Problem details: After locating the line that contains "<div><b>1</b><p>min</p></div>", restate it and each later line word for word through the end of the records.

Exercise material Block Start

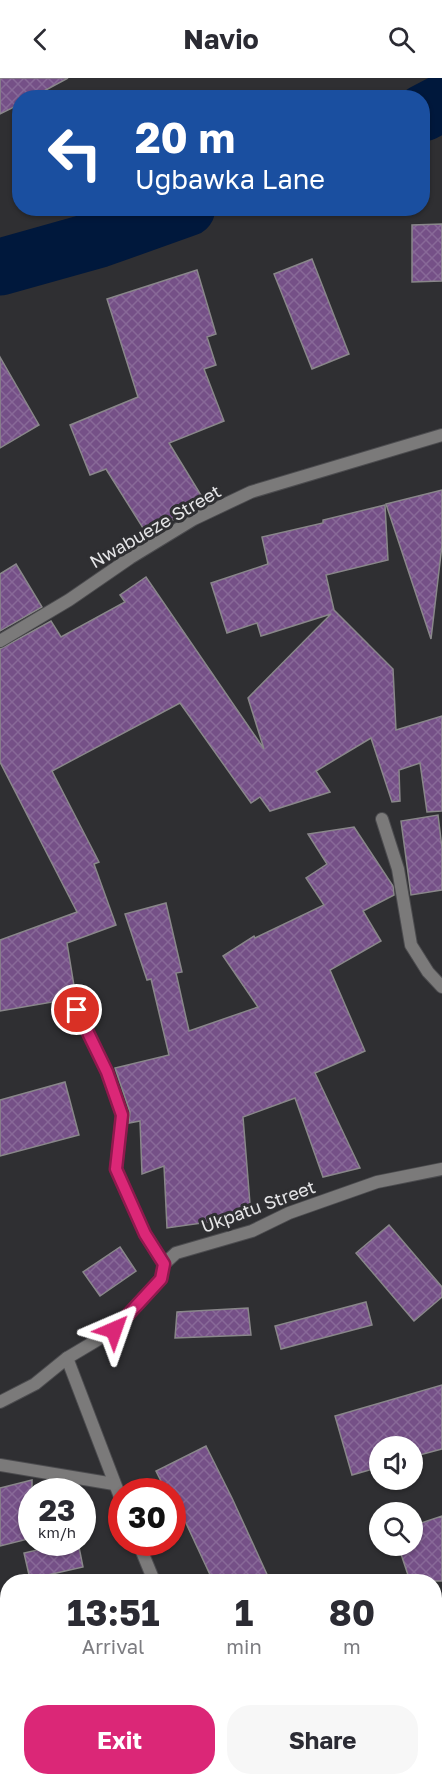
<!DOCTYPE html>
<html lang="en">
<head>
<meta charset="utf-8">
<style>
  :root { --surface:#fff; --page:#f7f7f7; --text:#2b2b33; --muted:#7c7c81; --accent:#db2777 }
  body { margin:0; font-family:"Golos Text",sans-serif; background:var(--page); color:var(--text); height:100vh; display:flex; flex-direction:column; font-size:22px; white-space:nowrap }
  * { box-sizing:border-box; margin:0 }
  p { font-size:20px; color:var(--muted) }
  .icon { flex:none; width:33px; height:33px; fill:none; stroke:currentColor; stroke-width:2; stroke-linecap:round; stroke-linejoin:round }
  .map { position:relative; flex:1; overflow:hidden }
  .drawer { position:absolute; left:0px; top:1496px; width:442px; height:212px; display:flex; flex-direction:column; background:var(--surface); border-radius:24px 24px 0 0; box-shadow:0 2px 4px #0004 }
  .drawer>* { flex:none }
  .banner { position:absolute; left:12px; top:12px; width:418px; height:126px; border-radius:24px; box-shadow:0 2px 4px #0004; background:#1a4fa0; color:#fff; overflow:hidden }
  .tools { position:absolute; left:369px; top:1358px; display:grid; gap:12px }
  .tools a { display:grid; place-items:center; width:54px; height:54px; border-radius:50%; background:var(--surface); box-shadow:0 2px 4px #0004; font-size:30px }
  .speed { position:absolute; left:18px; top:1400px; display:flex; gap:12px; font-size:30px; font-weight:700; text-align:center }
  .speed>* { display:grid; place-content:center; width:78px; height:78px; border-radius:50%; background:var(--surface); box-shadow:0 2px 4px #0004; line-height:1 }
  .speed small { font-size:15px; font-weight:400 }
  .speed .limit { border:9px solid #d22; background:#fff; color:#111 }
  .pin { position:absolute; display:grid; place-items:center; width:51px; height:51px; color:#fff; margin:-26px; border:3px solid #fff; border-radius:50%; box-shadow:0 2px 6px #0007 }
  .me { position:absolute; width:66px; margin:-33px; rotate:43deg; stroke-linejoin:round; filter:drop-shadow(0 0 4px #0008) }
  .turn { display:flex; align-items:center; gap:21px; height:126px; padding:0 24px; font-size:27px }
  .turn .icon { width:78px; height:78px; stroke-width:2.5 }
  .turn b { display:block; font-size:42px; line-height:51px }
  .eta { display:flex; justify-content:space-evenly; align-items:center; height:102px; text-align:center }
  .eta b { font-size:36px; font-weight:700; line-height:42px }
  .button { display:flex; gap:12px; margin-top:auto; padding:12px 24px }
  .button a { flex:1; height:69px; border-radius:24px; background:var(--accent); color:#fff; font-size:24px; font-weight:700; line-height:69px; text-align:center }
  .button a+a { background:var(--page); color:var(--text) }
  header { display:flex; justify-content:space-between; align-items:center; height:78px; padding:0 24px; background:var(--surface); font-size:27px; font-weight:700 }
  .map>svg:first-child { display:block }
</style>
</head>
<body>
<header><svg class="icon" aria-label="back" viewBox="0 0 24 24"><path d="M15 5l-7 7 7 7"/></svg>Navio<svg class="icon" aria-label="search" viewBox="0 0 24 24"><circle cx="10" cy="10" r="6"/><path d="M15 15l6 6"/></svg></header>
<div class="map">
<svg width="442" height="1706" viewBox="0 0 442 1706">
  <defs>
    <pattern id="building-cross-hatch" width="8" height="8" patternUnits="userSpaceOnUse" patternTransform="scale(1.5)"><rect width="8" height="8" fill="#755087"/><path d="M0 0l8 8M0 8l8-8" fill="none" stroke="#886998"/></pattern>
  </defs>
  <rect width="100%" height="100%" fill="#2f2f32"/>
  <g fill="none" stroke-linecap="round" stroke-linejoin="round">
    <g stroke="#00183c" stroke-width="57">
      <polyline points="423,35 442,25"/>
      <polyline points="0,189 100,161 187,130"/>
    </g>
  </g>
  <g fill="url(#building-cross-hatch)" stroke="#89878a" stroke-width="1.5">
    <polygon points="0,0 68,0 31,20 20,20 20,26 0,36"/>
    <polygon points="442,146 442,203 412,204 412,147"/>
    <polygon points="312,181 349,276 312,291 274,196"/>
    <polygon points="197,192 216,256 207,259 216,287 204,291 224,343 169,365 204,422 148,458 106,391 90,397 70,347 138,319 107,221"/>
    <polygon points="0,279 39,347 0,370"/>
    <polygon points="442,412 442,467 431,561 386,426"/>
    <polygon points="385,427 388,482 326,497 334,532 393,591 396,652 442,638 442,733 427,734 420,685 399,692 400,723 392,724 371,660 316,693 330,714 270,733 260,719 251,725 180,625 52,693 99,784 94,786 116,847 67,865 76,920 0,933 0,862 77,834 0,684 0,571 51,543 61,559 125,524 120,517 146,499 264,671 248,620 331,536 261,558 257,545 227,555 211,505 268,486 262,459 323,445 323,442"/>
    <polygon points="16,486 42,529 0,553 0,496"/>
    <polygon points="438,737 442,770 442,812 411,817 401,743"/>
    <polygon points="354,749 393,808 394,817 363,833 381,863 330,892 365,973 315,995 360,1090 323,1099 295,1020 243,1039 251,1138 167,1150 164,1088 142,1096 140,1043 129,1045 130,1034 115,990 169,977 151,901 147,902 125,836 166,825 182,894 176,895 189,953 258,929 223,878 254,858 255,860 324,827 306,800 327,786 308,756"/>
    <polygon points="65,1004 79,1057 0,1078 0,1022"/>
    <polygon points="389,1147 442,1209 442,1219 414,1243 356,1175"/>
    <polygon points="120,1169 136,1193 100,1218 83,1194"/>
    <polygon points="366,1224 372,1247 281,1271 275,1248"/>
    <polygon points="248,1230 251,1257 175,1260 177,1234"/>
    <polygon points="442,1307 442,1371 412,1379 412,1368 380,1368 380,1389 352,1397 335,1338"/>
    <polygon points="206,1368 232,1420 270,1503 213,1503 185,1443 182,1445 172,1426 172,1413 166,1413 156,1393"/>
    <polygon points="32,1402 32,1460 0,1468 0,1410"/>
    <polygon points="442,1438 442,1503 410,1503 398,1467 412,1467 412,1448"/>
    <polygon points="72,1464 78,1464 83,1489 30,1501 24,1475"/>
  </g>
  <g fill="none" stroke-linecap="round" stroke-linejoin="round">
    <g stroke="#4c4c4f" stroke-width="14">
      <g id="street">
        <polyline points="0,563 69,522 130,480 194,441 251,414 442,357"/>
        <polyline points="382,741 398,791 411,867 428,894 442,909"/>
        <polyline points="77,932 107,994 122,1037 116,1091 145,1156 164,1186"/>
        <polyline points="67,1280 122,1424"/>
        <polyline points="0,1324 35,1306 67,1280 114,1252 161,1201 164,1186 176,1175 252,1153 289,1135 377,1104 442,1091"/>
        <polyline points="0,1387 114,1406"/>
        <polyline points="138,1464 154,1503"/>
        <polyline points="0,1533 8,1558"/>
        <polyline points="33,1702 33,1700"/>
      </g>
    </g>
    <use href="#street" stroke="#7b7a7a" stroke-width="12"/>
  </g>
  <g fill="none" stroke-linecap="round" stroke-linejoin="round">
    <g stroke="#8e194d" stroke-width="15">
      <polyline id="route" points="77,932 107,994 122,1037 116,1091 145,1156 164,1186 161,1201 114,1252"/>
    </g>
    <use href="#route" stroke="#db2777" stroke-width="10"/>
  </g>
  <g text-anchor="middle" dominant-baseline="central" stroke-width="6" stroke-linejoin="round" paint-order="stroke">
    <g font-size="18" fill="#e5e5e7" stroke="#2f2f32">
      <text transform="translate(155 448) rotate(-30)">Nwabueze Street</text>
      <text transform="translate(258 1128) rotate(-20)">Ukpatu Street</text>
    </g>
  </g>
</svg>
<div class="tools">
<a><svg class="icon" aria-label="sound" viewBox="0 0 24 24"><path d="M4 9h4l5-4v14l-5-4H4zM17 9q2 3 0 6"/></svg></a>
<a><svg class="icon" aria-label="search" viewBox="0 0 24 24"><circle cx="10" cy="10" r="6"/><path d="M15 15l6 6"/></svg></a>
</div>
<div class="speed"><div>23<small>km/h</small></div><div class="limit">30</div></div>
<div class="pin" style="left:77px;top:932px;background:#d93025"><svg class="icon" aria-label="arrive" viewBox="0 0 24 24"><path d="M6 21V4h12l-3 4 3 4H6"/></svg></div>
<svg class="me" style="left:114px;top:1252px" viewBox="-20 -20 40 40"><path d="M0-17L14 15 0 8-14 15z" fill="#db2777" stroke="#fff" stroke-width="4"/></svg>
<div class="banner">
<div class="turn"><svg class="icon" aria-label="left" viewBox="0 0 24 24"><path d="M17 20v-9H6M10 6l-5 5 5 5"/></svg><div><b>20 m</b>Ugbawka Lane</div></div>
</div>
<section class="drawer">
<div class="eta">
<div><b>13:51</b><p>Arrival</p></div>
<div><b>1</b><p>min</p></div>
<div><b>80</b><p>m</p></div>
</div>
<div class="button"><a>Exit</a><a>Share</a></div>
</section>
</div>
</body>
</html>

Exercise material Block End

Written response:
<div><b>1</b><p>min</p></div>
<div><b>80</b><p>m</p></div>
</div>
<div class="button"><a>Exit</a><a>Share</a></div>
</section>
</div>
</body>
</html>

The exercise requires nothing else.